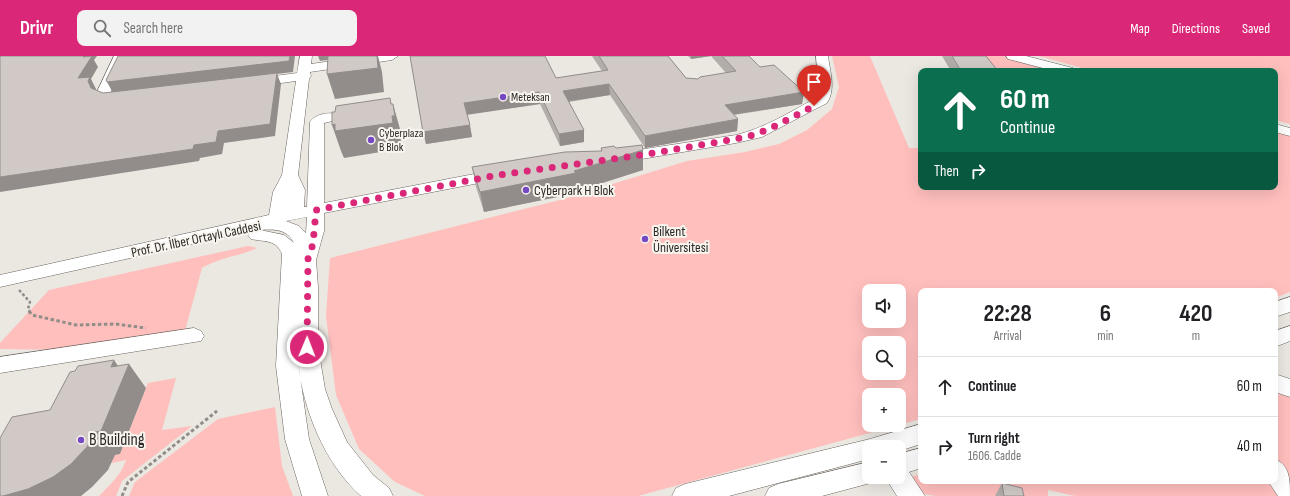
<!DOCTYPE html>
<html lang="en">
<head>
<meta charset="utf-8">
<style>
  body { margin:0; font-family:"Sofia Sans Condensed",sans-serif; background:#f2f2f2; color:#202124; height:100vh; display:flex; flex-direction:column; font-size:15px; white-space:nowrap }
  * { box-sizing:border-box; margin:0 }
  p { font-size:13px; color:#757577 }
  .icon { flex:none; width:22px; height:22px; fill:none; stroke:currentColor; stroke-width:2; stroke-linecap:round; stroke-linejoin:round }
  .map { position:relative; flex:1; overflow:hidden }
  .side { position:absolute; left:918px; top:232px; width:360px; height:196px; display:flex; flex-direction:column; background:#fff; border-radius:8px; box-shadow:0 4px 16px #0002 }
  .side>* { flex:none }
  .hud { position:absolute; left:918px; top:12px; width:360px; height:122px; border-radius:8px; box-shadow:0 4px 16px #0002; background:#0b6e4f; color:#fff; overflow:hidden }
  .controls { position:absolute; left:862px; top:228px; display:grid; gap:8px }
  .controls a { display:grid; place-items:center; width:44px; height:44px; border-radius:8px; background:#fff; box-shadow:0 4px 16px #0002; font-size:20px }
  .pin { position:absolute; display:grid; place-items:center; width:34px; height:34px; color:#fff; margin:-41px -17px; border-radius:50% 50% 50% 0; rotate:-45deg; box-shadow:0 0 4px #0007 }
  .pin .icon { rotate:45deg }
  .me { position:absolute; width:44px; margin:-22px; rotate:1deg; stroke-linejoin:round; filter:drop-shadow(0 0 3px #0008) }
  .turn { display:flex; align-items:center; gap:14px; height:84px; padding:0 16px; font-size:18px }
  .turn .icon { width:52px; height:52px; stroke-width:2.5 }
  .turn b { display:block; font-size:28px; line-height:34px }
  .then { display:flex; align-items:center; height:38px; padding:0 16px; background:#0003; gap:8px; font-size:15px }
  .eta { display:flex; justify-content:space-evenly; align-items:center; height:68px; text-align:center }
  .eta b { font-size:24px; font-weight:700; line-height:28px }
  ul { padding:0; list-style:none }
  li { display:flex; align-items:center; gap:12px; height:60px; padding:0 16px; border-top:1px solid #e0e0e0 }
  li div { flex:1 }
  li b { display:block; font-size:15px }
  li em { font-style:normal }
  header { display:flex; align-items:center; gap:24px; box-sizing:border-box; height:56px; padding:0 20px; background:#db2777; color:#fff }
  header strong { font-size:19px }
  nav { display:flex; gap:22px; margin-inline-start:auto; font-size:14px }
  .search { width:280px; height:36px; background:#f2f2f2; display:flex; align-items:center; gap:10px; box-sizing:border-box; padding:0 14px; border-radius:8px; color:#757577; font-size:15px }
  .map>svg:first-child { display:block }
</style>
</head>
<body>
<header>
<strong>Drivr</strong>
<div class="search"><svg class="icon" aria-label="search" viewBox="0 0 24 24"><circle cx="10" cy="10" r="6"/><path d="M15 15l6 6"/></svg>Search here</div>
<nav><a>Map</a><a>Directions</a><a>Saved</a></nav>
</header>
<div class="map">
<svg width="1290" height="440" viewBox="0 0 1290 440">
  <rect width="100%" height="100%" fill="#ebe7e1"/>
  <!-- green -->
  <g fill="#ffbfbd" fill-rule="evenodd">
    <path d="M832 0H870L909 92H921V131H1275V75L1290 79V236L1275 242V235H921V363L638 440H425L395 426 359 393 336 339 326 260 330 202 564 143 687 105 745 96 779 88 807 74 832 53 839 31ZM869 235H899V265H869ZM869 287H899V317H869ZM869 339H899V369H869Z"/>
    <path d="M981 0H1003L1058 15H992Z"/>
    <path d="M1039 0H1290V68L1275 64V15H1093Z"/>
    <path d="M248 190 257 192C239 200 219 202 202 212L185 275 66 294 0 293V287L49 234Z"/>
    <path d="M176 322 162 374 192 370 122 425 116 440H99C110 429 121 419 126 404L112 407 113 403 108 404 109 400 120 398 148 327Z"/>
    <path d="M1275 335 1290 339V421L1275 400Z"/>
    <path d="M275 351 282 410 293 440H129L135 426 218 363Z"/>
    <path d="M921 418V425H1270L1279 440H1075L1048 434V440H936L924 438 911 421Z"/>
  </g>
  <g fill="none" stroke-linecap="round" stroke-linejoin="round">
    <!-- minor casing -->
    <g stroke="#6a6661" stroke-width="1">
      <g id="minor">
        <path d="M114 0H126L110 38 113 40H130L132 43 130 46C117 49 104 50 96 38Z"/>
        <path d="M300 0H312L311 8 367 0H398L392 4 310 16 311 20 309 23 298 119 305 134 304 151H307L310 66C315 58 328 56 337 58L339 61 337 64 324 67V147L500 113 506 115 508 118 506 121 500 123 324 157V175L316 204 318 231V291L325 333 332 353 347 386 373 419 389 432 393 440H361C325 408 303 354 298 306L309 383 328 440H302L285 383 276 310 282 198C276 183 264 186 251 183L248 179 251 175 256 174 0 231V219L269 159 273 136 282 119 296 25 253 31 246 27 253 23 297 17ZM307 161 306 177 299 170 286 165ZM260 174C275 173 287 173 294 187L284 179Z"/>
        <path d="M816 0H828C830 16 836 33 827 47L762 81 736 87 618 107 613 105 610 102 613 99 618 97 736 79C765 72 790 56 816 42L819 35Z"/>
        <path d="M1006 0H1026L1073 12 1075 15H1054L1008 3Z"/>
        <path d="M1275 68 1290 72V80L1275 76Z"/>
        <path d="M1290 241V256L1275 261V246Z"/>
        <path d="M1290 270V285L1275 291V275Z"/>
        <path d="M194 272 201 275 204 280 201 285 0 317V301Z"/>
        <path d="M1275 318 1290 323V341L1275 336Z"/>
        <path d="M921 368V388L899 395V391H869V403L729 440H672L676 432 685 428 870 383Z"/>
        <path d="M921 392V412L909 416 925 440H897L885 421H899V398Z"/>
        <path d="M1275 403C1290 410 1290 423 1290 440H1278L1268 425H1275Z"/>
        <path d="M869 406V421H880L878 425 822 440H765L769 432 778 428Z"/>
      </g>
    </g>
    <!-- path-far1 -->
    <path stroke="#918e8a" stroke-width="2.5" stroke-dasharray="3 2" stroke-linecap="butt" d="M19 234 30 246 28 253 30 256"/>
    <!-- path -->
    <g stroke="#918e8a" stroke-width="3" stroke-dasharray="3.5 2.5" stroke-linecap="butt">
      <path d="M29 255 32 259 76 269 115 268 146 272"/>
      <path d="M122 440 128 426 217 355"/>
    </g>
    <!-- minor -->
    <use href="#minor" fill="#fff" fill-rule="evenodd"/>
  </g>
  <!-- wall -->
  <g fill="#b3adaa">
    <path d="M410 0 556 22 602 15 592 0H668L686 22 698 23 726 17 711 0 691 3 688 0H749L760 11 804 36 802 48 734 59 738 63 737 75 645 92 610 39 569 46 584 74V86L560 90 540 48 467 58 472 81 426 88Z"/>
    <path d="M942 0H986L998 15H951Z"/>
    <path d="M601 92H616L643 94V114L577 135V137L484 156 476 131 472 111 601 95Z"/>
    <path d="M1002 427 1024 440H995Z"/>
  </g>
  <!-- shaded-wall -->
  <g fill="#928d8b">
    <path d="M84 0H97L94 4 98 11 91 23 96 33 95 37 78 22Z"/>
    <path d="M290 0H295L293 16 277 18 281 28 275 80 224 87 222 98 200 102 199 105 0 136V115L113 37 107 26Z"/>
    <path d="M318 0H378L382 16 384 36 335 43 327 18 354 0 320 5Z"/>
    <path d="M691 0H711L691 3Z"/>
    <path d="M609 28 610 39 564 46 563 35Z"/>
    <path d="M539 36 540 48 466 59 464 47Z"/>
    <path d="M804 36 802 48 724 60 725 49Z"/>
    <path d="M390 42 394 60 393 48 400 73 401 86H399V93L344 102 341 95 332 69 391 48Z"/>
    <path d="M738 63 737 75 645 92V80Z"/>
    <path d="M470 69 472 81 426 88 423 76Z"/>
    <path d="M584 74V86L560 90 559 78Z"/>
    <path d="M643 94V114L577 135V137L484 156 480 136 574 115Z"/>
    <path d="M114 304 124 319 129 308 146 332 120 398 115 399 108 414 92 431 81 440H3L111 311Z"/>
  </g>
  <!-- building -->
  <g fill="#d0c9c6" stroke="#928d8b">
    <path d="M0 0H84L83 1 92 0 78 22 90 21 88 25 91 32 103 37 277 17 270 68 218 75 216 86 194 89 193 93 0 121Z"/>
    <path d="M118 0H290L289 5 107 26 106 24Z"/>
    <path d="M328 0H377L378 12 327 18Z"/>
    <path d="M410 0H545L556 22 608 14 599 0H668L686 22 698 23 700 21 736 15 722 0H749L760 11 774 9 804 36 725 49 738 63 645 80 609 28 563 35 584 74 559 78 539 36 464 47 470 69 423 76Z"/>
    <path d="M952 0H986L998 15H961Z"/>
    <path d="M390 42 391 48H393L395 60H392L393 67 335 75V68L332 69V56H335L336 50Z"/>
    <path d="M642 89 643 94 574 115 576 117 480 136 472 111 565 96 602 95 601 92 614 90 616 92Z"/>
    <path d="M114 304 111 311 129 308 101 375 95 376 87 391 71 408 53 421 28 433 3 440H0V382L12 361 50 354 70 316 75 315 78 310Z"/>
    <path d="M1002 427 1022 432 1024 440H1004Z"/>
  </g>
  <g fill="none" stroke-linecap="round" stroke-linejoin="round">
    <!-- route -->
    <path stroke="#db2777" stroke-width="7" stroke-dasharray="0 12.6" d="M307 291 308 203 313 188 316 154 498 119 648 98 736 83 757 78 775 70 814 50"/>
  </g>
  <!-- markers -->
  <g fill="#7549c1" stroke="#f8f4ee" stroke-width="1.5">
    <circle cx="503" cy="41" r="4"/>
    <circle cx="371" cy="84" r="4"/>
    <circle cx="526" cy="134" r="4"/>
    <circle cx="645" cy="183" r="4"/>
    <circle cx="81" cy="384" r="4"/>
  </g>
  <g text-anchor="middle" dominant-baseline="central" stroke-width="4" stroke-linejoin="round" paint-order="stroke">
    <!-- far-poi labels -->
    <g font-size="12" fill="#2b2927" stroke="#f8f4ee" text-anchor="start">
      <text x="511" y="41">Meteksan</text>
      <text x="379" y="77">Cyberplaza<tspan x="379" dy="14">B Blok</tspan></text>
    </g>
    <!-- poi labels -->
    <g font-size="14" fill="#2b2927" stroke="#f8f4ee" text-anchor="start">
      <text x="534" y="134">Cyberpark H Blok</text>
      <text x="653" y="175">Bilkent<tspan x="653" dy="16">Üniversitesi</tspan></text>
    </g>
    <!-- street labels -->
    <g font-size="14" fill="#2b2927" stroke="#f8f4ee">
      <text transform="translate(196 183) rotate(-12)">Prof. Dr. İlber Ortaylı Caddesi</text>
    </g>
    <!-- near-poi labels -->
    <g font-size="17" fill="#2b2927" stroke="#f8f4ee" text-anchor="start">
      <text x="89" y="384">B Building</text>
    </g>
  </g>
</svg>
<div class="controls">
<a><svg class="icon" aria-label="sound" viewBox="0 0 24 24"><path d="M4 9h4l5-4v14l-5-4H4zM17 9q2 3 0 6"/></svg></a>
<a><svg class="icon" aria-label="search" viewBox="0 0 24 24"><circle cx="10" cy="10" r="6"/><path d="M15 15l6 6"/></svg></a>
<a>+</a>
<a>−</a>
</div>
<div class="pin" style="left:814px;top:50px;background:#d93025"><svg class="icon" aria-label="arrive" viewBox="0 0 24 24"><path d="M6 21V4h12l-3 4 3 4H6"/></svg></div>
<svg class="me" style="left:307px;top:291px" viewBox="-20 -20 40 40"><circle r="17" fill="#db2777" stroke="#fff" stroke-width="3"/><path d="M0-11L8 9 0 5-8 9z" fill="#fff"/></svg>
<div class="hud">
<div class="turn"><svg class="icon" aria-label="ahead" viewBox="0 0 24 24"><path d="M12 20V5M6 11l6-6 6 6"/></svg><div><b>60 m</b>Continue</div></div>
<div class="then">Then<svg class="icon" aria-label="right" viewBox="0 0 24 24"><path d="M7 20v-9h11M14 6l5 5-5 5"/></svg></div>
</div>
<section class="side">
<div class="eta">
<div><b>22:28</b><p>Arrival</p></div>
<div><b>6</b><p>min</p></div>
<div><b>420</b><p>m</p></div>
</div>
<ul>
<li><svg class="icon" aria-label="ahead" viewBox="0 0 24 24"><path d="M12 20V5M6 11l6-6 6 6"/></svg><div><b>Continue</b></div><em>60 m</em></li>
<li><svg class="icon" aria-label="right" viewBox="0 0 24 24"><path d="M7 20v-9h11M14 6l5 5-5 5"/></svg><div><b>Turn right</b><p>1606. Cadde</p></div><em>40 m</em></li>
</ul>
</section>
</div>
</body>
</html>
____
● Task brief:
Nothing but lines that contain "grid" should appear in the answer. Copy each from the records.

● Response to this exercise:
  .controls { position:absolute; left:862px; top:228px; display:grid; gap:8px }
  .controls a { display:grid; place-items:center; width:44px; height:44px; border-radius:8px; background:#fff; box-shadow:0 4px 16px #0002; font-size:20px }
  .pin { position:absolute; display:grid; place-items:center; width:34px; height:34px; color:#fff; margin:-41px -17px; border-radius:50% 50% 50% 0; rotate:-45deg; box-shadow:0 0 4px #0007 }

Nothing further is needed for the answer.